Uncertainty quantification for scientific machine learning models

Keywords: conformal prediction, scientific machine learning, surrogate modeling, uncertainty quantification. Start upon agreement.

Problem setting

Numerical simulations allow scientists and engineers to investigate in silico phenomena that would otherwise be too difficult or expensive to observe and study. However, high-fidelity simulations can be time- and resource-demanding, requiring significant computing resources and long simulation times. This computational burden becomes especially problematic considering repeated analysis tasks, such as optimization or uncertainty quantification (UQ). Practitioners often resort to surrogate models (also called metamodels or emulators) that approximate the input-output map of a costly simulator [1]. One common approach is to construct surrogate models from available datasets using machine learning (ML). More recently, scientific ML (SciML) surrogates that combine ML with physics-based modeling principles are getting traction [2]. Nonetheless, most data-driven surrogate models based on either pure ML or SciML produce point estimates that lack information regarding the uncertainty in their predictions. For surrogate-based estimates that may affect safety, cost, or scientific conclusions, information about predictive uncertainty is often as important as the prediction itself. This challenge is particularly relevant for data-scarce applications in physics and engineering.

Goal and tasks

This thesis will investigate conformal prediction (CP) methods [3] for providing reliable predictive UQ metrics to accompany the predictions of SciML surrogate models, see Figure 1. Methodology development will combine domain-aware algorithmic design with careful empirical evaluation, to produce predictive UQ tools that are both statistically principled and usable in data-scarce applications in physics and engineering.

Figure 1: 1D heteroscedastic regression problem. The conformal prediction intervals provide 90% coverage.

1D heteroscedastic regression problem.
(a) Constant conformal prediction intervals. (b) Adaptive conformal prediction intervals.

Exemplary objectives to be pursued include (but are not limited to):

  • Implementation and comparison of different CP variants for representative surrogate models.
  • Design of CP methods that incorporate physical knowledge or model structure [4].
  • Uncertainty-aware surrogate modeling for dynamical physical systems [5].

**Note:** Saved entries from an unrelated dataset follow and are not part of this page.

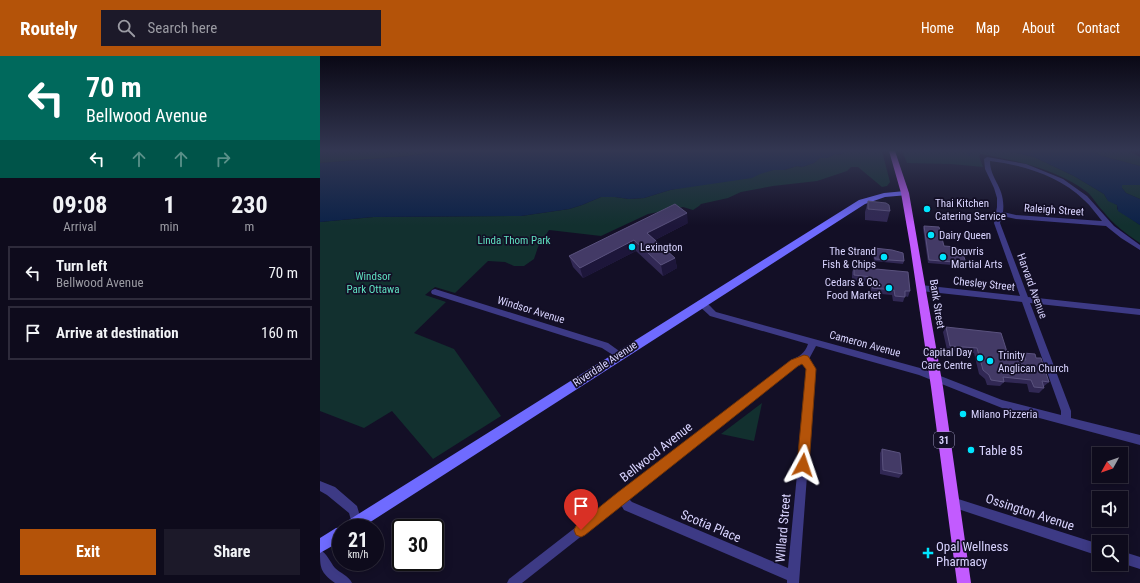 <!DOCTYPE html>
<html lang="en">
<head>
<meta charset="utf-8">
<style>
	body { margin:0; font-family:"Roboto Condensed",sans-serif; background:#1c1929; color:#f1f3f6; height:100vh; display:flex; flex-direction:column; font-size:15px; white-space:nowrap }
	* { box-sizing:border-box; margin:0 }
	p { font-size:13px; color:#9b9ba3 }
	.icon { flex:none; width:22px; height:22px; fill:none; stroke:currentColor; stroke-width:2; stroke-linecap:round; stroke-linejoin:round }
	.map { position:relative; flex:1; overflow:hidden }
	.side { display:flex; flex-direction:column; background:#0e0b1c; width:320px }
	.side>* { flex:none }
	.top-card { background:#00695c; color:#fff; overflow:hidden }
	.needle { width:26px; rotate:230deg }
	.tools { position:absolute; left:772px; top:391px; display:grid; gap:8px }
	.tools a { display:grid; place-items:center; width:36px; height:36px; border-radius:0px; background:#0e0b1c; box-shadow:0 2px 10px #0003,0 0 0 1px #2e2b3b; font-size:20px }
	.speed { position:absolute; left:12px; top:463px; display:flex; gap:8px; font-size:20px; font-weight:700; text-align:center }
	.speed>* { display:grid; place-content:center; width:52px; height:52px; border-radius:50%; background:#0e0b1c; box-shadow:0 2px 10px #0003,0 0 0 1px #2e2b3b; line-height:1 }
	.speed small { font-size:10px; font-weight:400 }
	.speed .limit { border:2px solid #111; border-radius:6px; background:#fff; color:#111 }
	.pin { position:absolute; display:grid; place-items:center; width:34px; height:34px; color:#fff; margin:-41px -17px; border-radius:50% 50% 50% 0; rotate:-45deg; box-shadow:0 0 4px #0007 }
	.pin .icon { rotate:45deg }
	.me { position:absolute; width:44px; margin:-22px; rotate:5deg; stroke-linejoin:round; filter:drop-shadow(0 0 3px #0008) }
	.turn { display:flex; align-items:center; gap:14px; height:84px; padding:0 20px; font-size:18px }
	.turn .icon { width:52px; height:52px; stroke-width:2.5 }
	.turn b { display:block; font-size:28px; line-height:34px }
	.lanes { display:flex; align-items:center; height:38px; padding:0 20px; background:#0003; justify-content:center; gap:20px; direction:ltr }
	.lanes .off { opacity:.35 }
	.eta { display:flex; justify-content:space-evenly; align-items:center; height:68px; text-align:center }
	.eta b { font-size:24px; font-weight:700; line-height:28px }
	.cta { display:flex; gap:8px; margin-top:auto; padding:8px 20px }
	.cta a { flex:1; height:46px; border-radius:0px; background:#b45309; color:#fff; font-size:16px; font-weight:700; line-height:46px; text-align:center }
	.cta a+a { background:#1c1929; color:#f1f3f6 }
	ul { padding:0; list-style:none }
	li { display:flex; align-items:center; gap:12px; height:54px; margin:0 8px 6px; padding:0 12px; border:2px solid #2e2b3b; border-radius:0px }
	li div { flex:1 }
	li b { display:block; font-size:15px }
	li em { font-style:normal }
	header { display:flex; align-items:center; gap:24px; box-sizing:border-box; height:56px; padding:0 20px; background:#b45309; color:#fff }
	header strong { font-size:19px }
	nav { display:flex; gap:22px; margin-inline-start:auto; font-size:14px }
	.search { width:280px; height:36px; background:#1c1929; display:flex; align-items:center; gap:10px; box-sizing:border-box; padding:0 14px; border-radius:0px; color:#9b9ba3; font-size:15px }
	main { display:flex; flex:1; min-height:0 }
	.map>svg:first-child { display:block }
	.green { fill:#12302f }
	.water { fill:#0c2248 }
	.lines { fill:none; stroke-linecap:round; stroke-linejoin:round }
	.stream { stroke:#0c2248; stroke-width:2.5 }
	.street { fill:#3d3a85; fill-rule:evenodd }
	.secondary { fill:#6f6bff; fill-rule:evenodd }
	.primary { fill:#c25bff; fill-rule:evenodd }
	.wall { fill:#312854 }
	.shaded-wall { fill:#1d163a }
	.building { fill:#433a66; stroke:#5a527e }
	.route { fill:#b45309; stroke:#753606 }
	.poi-dot { fill:#00e5ff; stroke:#130f26; stroke-width:1.5 }
	.labels { text-anchor:middle; dominant-baseline:central; stroke-width:3.5; stroke-linejoin:round; paint-order:stroke }
	.shield { fill:#130f26; stroke:#9e99be; stroke-width:1 }
	.shield-label { font-size:10px; font-weight:bold; fill:#d9d4ff }
	.poi-label { font-size:11px; fill:#d9d4ff; stroke:#130f26; text-anchor:start }
	.street-label { font-size:11px; fill:#d9d4ff; stroke:#130f26 }
	.park-label { font-size:11px; fill:#5fe0c0; stroke:#130f26 }
	.near-poi-label { font-size:13px; fill:#d9d4ff; stroke:#130f26; text-anchor:start }
	.near-street-label { font-size:13px; fill:#d9d4ff; stroke:#130f26 }
</style>
</head>
<body>
<header>
<strong>Routely</strong>
<div class="search"><svg class="icon" aria-label="search" viewBox="0 0 24 24"><circle cx="10" cy="10" r="6"/><path d="M15 15l6 6"/></svg>Search here</div>
<nav><a>Home</a><a>Map</a><a>About</a><a>Contact</a></nav>
</header>
<main>
<section class="side">
<div class="top-card">
<div class="turn"><svg class="icon" aria-label="left" viewBox="0 0 24 24"><path d="M17 20v-9H6M10 6l-5 5 5 5"/></svg><div><b>70 m</b>Bellwood Avenue</div></div>
<div class="lanes"><svg class="icon" aria-label="left" viewBox="0 0 24 24"><path d="M17 20v-9H6M10 6l-5 5 5 5"/></svg><svg class="icon off" aria-label="ahead" viewBox="0 0 24 24"><path d="M12 20V5M6 11l6-6 6 6"/></svg><svg class="icon off" aria-label="ahead" viewBox="0 0 24 24"><path d="M12 20V5M6 11l6-6 6 6"/></svg><svg class="icon off" aria-label="right" viewBox="0 0 24 24"><path d="M7 20v-9h11M14 6l5 5-5 5"/></svg></div>
</div>
<div class="eta">
<div><b>09:08</b><p>Arrival</p></div>
<div><b>1</b><p>min</p></div>
<div><b>230</b><p>m</p></div>
</div>
<ul>
<li><svg class="icon" aria-label="left" viewBox="0 0 24 24"><path d="M17 20v-9H6M10 6l-5 5 5 5"/></svg><div><b>Turn left</b><p>Bellwood Avenue</p></div><em>70 m</em></li>
<li><svg class="icon" aria-label="arrive" viewBox="0 0 24 24"><path d="M6 21V4h12l-3 4 3 4H6"/></svg><div><b>Arrive at destination</b></div><em>160 m</em></li>
</ul>
<div class="cta"><a>Exit</a><a>Share</a></div>
</section>
<div class="map">
<svg width="820" height="527" viewBox="0 0 820 527">
	<rect width="100%" height="100%" fill="#130f26"/>
	<g class="green">
		<polygon points="0,95 119,95 89,100 0,107"/>
		<polygon points="522,95 562,95 570,126 567,130 562,131 538,111 531,111 527,115 497,125 453,130 421,136 408,142 381,148 379,150 373,154 363,151 328,158 281,180 229,174 218,191 214,203 204,210 194,210 185,206 168,205 135,237 115,231 105,239 126,246 94,277 134,293 181,360 113,403 72,355 44,372 0,355 0,166 53,161 201,160 249,153 262,149 281,141 295,141 309,143 324,142 350,134 453,114 464,114 477,110 482,111 494,107 500,102 507,102 515,98 521,99"/>
		<path d="M582,95H688L714,101L754,120L784,138L787,143L797,149V153L820,169V187C806,178 793,168 783,155C777,149 773,141 767,136C736,113 698,105 661,98L659,100L663,111L631,108L587,107Z"/>
		<polygon points="771,95 808,95 820,101 820,110 782,100"/>
		<polygon points="802,129 820,129 820,143 806,137 802,132"/>
		<polygon points="442,347 434,385 401,378"/>
	</g>
	<g class="water">
		<polygon points="119,95 522,95 522,98 515,98 507,102 500,102 494,107 482,111 477,110 464,114 453,114 440,118 432,122 350,134 324,142 309,143 295,141 281,141 262,149 249,153 201,160 53,161 0,166 0,107 89,100"/>
		<polygon points="688,95 771,95 782,100 820,110 820,129 802,129 802,132 806,137 820,143 820,169 798,155 797,149 788,145 784,138 754,120 714,101"/>
	</g>
	<g class="lines">
		<polyline class="stream" points="648,95 649,99"/>
		<g class="street">
			<path d="M667,101L706,108L743,123L767,140L794,170L820,189V194L801,182L786,170L696,163L682,160L680,167L708,241L820,253V259L710,247L751,355V362L820,379V389L682,352L599,319L496,290L489,303L495,313L479,527H467V524L304,454L301,449L202,527H187L189,523L296,440L297,437L301,436L471,304C479,301 485,297 488,288L390,260L378,249L377,247L378,245C385,243 391,251 396,256L600,312L682,344L741,359V355L702,246L601,235L597,232L601,229L700,240L674,167L677,151V142L674,132L665,113L664,103ZM670,105C703,109 739,120 764,144C771,150 776,158 782,165L696,159L683,156C686,131 670,124 670,105ZM482,307L487,314L468,512L312,446L309,443L477,310Z"/>
			<polygon points="115,233 288,287 302,297 303,299 302,301 299,303 282,292 112,238 111,236 112,234"/>
			<polygon points="0,425 15,431 37,450 42,467 41,471 38,472 33,471 29,457 7,439 0,435"/>
			<polygon points="632,441 779,488 779,500 632,451 628,450 627,446 628,442"/>
			<path d="M0,494C7,497 10,506 15,512C20,517 29,520 32,527H15C0,516 0,512 0,494Z"/>
			<polygon points="801,495 820,501 820,513 801,507"/>
		</g>
		<polygon class="secondary" points="585,135 588,135 588,139 565,141 545,148 41,472 21,472 21,485 0,497 0,482 16,472 23,471 24,467 539,144 564,137"/>
		<polygon class="primary" points="569,95 575,95 589,137 598,189 623,331 651,527 637,527 611,331 590,189 581,137"/>
	</g>
	<g class="wall">
		<polygon points="548,145 570,155 567,166 545,164 545,156"/>
		<polygon points="368,167 335,184 355,202 357,212 343,220 316,195 263,222 253,211 249,200"/>
		<polygon points="604,170 624,190 638,198 646,207 644,210 608,207 603,172"/>
		<polygon points="554,192 584,205 583,208 554,205 553,195"/>
		<polygon points="534,211 590,235 588,241 585,240 583,246 573,245 572,239 551,237 550,227 532,224 532,216"/>
		<polygon points="626,271 689,302 699,303 699,302 703,297 716,302 729,326 723,331 724,332 719,337 709,336 707,328 684,326 680,330 667,329 665,323 659,318 654,297 627,294 623,276"/>
		<polygon points="562,393 582,418 579,422 560,418 560,397"/>
	</g>
	<g class="shaded-wall">
		<polygon points="367,157 368,167 329,187 327,177"/>
		<polygon points="314,184 316,195 263,222 260,212"/>
		<polygon points="355,202 357,212 343,220 341,209"/>
	</g>
	<g class="building">
		<polygon points="548,145 566,147 569,149 570,155 548,153"/>
		<polygon points="355,148 367,157 327,177 355,202 341,209 314,184 260,212 249,200"/>
		<polygon points="604,170 619,171 624,190 636,191 638,198 643,198 646,207 609,204"/>
		<polygon points="554,192 572,194 583,197 584,205 555,203"/>
		<polygon points="534,211 588,216 590,235 585,235 585,241 575,240 574,234 552,232 552,221 534,219"/>
		<polygon points="626,271 681,277 689,302 706,304 703,297 715,298 716,302 721,302 729,326 722,325 724,332 714,331 711,324 683,321 684,326 671,324 669,319 663,314 657,292 630,290"/>
		<polygon points="562,393 580,397 582,418 563,414"/>
	</g>
	<linearGradient id="sky" x2="0" y2="1"><stop stop-color="#0a0815"/><stop offset="0.56" stop-color="#333752"/><stop offset="1" stop-color="#333752" stop-opacity="0"/></linearGradient>
	<rect width="820" height="169" fill="url(#sky)"/>
	<polygon class="route" points="484,299 488,300 496,313 489,409 487,413 483,415 479,413 477,409 486,313 482,308 478,310 265,479 261,481 256,479 254,474 256,470 297,437 471,304"/>
	<g class="poi-dot">
		<circle cx="607" cy="153" r="4"/>
		<circle cx="611" cy="179" r="4"/>
		<circle cx="312" cy="191" r="4"/>
		<circle cx="564" cy="201" r="4"/>
		<circle cx="623" cy="201" r="4"/>
		<circle cx="569" cy="232" r="4"/>
		<circle cx="660" cy="302" r="4"/>
		<circle cx="670" cy="305" r="4"/>
		<circle cx="643" cy="358" r="4"/>
		<circle cx="651" cy="394" r="4"/>
		<path d="M606 491h4v4h4v4h-4v4h-4v-4h-4v-4h4z"/>
	</g>
	<g class="labels">
		<rect class="shield" x="614" y="376" width="20" height="16" rx="3"/>
		<g class="shield-label">
			<text x="624" y="384">31</text>
		</g>
		<g class="poi-label">
			<text x="615" y="147">Thai Kitchen<tspan x="615" dy="13">Catering Service</tspan></text>
			<text x="619" y="179">Dairy Queen</text>
			<text x="320" y="191">Lexington</text>
			<text x="556" y="195" text-anchor="end">The Strand<tspan x="556" dy="13">Fish &amp; Chips</tspan></text>
			<text x="631" y="195">Douvris<tspan x="631" dy="13">Martial Arts</tspan></text>
			<text x="561" y="226" text-anchor="end">Cedars &amp; Co.<tspan x="561" dy="13">Food Market</tspan></text>
			<text x="652" y="296" text-anchor="end">Capital Day<tspan x="652" dy="13">Care Centre</tspan></text>
			<text x="678" y="299">Trinity<tspan x="678" dy="13">Anglican Church</tspan></text>
			<text x="651" y="358">Milano Pizzeria</text>
		</g>
		<g class="street-label">
			<text transform="translate(734 154) rotate(4)">Raleigh Street</text>
			<text transform="translate(664 228) rotate(6)">Chesley Street</text>
			<text transform="translate(712 230) rotate(70)">Harvard Avenue</text>
			<text transform="translate(617 248) rotate(81)">Bank Street</text>
			<text transform="translate(211 254) rotate(17)">Windsor Avenue</text>
			<text transform="translate(545 288) rotate(15)">Cameron Avenue</text>
			<text transform="translate(285 308) rotate(-33)">Riverdale Avenue</text>
		</g>
		<g class="park-label">
			<text x="194" y="184">Linda Thom Park</text>
			<text x="53" y="220">Windsor<tspan x="53" dy="13">Park Ottawa</tspan></text>
		</g>
		<g class="near-poi-label">
			<text x="659" y="394">Table 85</text>
			<text x="616" y="490">Opal Wellness<tspan x="616" dy="15">Pharmacy</tspan></text>
		</g>
		<g class="near-street-label">
			<text transform="translate(336 396) rotate(-38)">Bellwood Avenue</text>
			<text transform="translate(710 456) rotate(18)">Ossington Avenue</text>
			<text transform="translate(391 470) rotate(23)">Scotia Place</text>
			<text transform="translate(463 472) rotate(-85)">Willard Street</text>
		</g>
	</g>
</svg>
<div class="tools">
<a><svg class="needle" viewBox="-14 -14 28 28"><path d="M0-13l5 13h-10z" fill="#e53935"/><path d="M0 13l5-13h-10z" fill="#9b9ba3"/></svg></a>
<a><svg class="icon" aria-label="sound" viewBox="0 0 24 24"><path d="M4 9h4l5-4v14l-5-4H4zM17 9q2 3 0 6"/></svg></a>
<a><svg class="icon" aria-label="search" viewBox="0 0 24 24"><circle cx="10" cy="10" r="6"/><path d="M15 15l6 6"/></svg></a>
</div>
<div class="speed"><div>21<small>km/h</small></div><div class="limit">30</div></div>
<div class="pin" style="left:261px;top:474px;background:#d93025"><svg class="icon" aria-label="arrive" viewBox="0 0 24 24"><path d="M6 21V4h12l-3 4 3 4H6"/></svg></div>
<svg class="me" style="left:483px;top:409px" viewBox="-20 -20 40 40"><path d="M0-17L14 15 0 8-14 15z" fill="#b45309" stroke="#fff" stroke-width="4"/></svg>
</div>
</main>
</body>
</html>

Carefully designed numerical experiments will be conducted to determine the capabilities of the offered predictive UQ methods. Key evaluation criteria will be empirical coverage, predictive interval efficiency, robustness under data scarcity, computational cost, and ease of integration with existing SciML workflows. Studies concerning sensitivity to training data availability and comparisons to baseline UQ approaches will also be conducted.

Requirements: Familiarity with concepts and methods from Scientific Computing and Machine Learning. Interest in Uncertainty Quantification. Programming skills in Python.

Doing your thesis at the Scientific Computing group of CWI

The Scientific Computing group of CWI investigates and develops mathematical models to simulate and predict real-world phenomena with inherent uncertainties. Our work is targeted in particular at applications in science and engineering, for example related to climate and energy modeling. As an M.Sc. student in our group, you will benefit from our members’ expertise in numerical simulations, reduced order modeling, uncertainty quantification, and scientific machine learning. You will also be able to attend talks and seminars organized by our group, for example, the seminar series on Machine Learning and Uncertainty Quantification in Scientific Computing. You can expect an organized and targeted supervision plan, while enjoying significant autonomy in your research project.

Remark: There exists the possibility for co-supervision with Dr. Stéphane Lanteri, head of the ATLANTIS team at Inria Centre at Université Côte d’Azur. In that case, electromagnetic field applications will be considered. A short-term stay at Inria will also be organized.

Supervisor: Dr. Dimitrios Loukrezis
Start Upon agreement

References

[1] Reza Alizadeh, Janet K Allen, and Farrokh Mistree. Managing computational complexity using surrogate models: a critical review. Research in Engineering Design, 31(3):275–298, 2020.

[2] Chuizheng Meng, Sam Griesemer, Defu Cao, Sungyong Seo, and Yan Liu. When physics meets machine learning: A survey of physics-informed machine learning. Machine Learning for Computational Science and Engineering, 1(1):20, 2025.

[3] Matteo Fontana, Gianluca Zeni, and Simone Vantini. Conformal prediction: a unified review of theory and new challenges. Bernoulli, 29(1):1–23, 2023.

[4] Vignesh Gopakumar, Ander Gray, Joel Oskarsson, Lorenzo Zanisi, Daniel Giles, Matt J Kusner, Stanislas Pamela, and Marc Peter Deisenroth. Uncertainty quantification of surrogate models using conformal prediction. Machine Learning: Science and Technology, 7(1):015025, 2026.

[5] Margaux Zaffran, Olivier F´eron, Yannig Goude, Julie Josse, and Aymeric Dieuleveut. Adaptive conformal predictions for time series. In International Conference on Machine Learning, pages 25834–25866. PMLR, 2022.